==== Extracted records ====

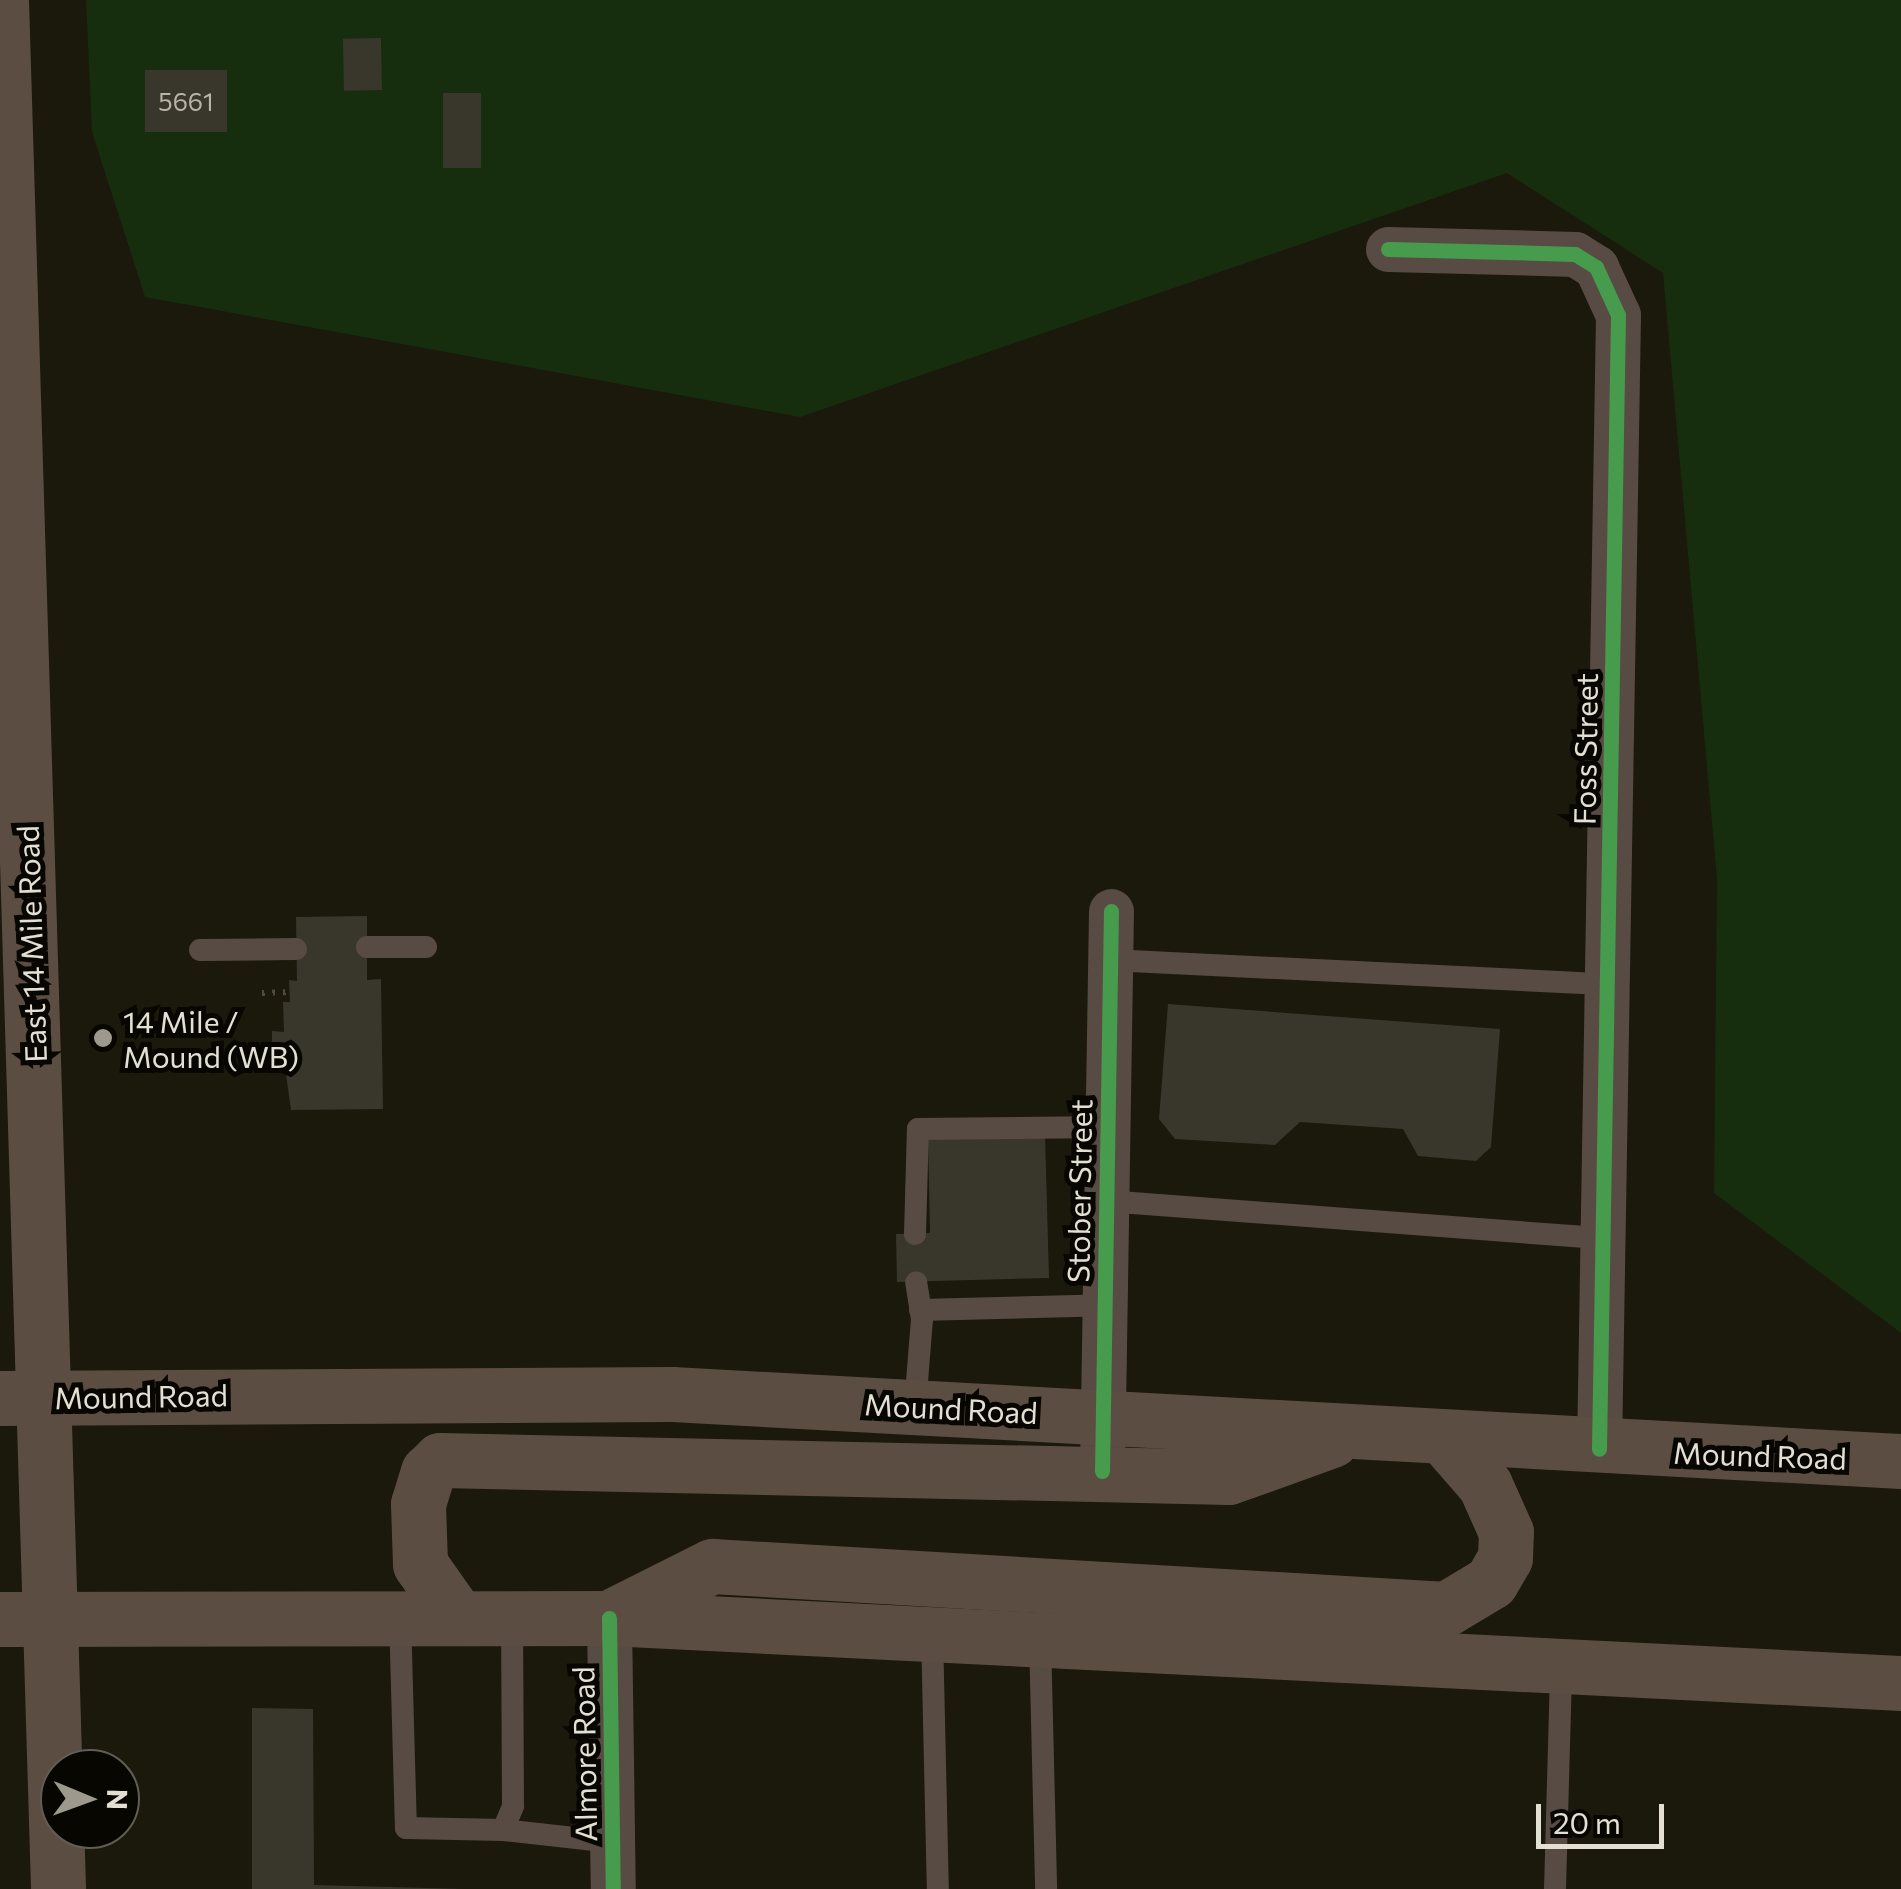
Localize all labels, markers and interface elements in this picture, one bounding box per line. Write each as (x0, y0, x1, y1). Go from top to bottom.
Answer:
house number: 5661 (158, 86, 214, 116)
street label: Foss Street (1566, 673, 1604, 825)
street label: East 14 Mile Road (9, 825, 53, 1063)
place label: 14 Mile / Mound (WB) (123, 1003, 299, 1074)
marker: 14 Mile / Mound (WB) (92, 1027, 114, 1049)
street label: Stober Street (1059, 1099, 1099, 1283)
street label: Mound Road (54, 1376, 228, 1416)
street label: Mound Road (863, 1385, 1039, 1431)
street label: Mound Road (1673, 1434, 1847, 1476)
street label: Almore Road (564, 1666, 604, 1842)
north arrow (40, 1749, 140, 1849)
scale bar (1541, 1784, 1668, 1846)
text: N (101, 1789, 135, 1810)
text: 20 m (1553, 1803, 1621, 1840)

====

Instructions to follow: Pictures stay out; reproduce every line of the records exactly.

Exercise response:
Localize all labels, markers and interface elements in this picture, one bounding box per line. Write each as (x0, y0, x1, y1). Go from top to bottom.
Answer:
house number: 5661 (158, 86, 214, 116)
street label: Foss Street (1566, 673, 1604, 825)
street label: East 14 Mile Road (9, 825, 53, 1063)
place label: 14 Mile / Mound (WB) (123, 1003, 299, 1074)
marker: 14 Mile / Mound (WB) (92, 1027, 114, 1049)
street label: Stober Street (1059, 1099, 1099, 1283)
street label: Mound Road (54, 1376, 228, 1416)
street label: Mound Road (863, 1385, 1039, 1431)
street label: Mound Road (1673, 1434, 1847, 1476)
street label: Almore Road (564, 1666, 604, 1842)
north arrow (40, 1749, 140, 1849)
scale bar (1541, 1784, 1668, 1846)
text: N (101, 1789, 135, 1810)
text: 20 m (1553, 1803, 1621, 1840)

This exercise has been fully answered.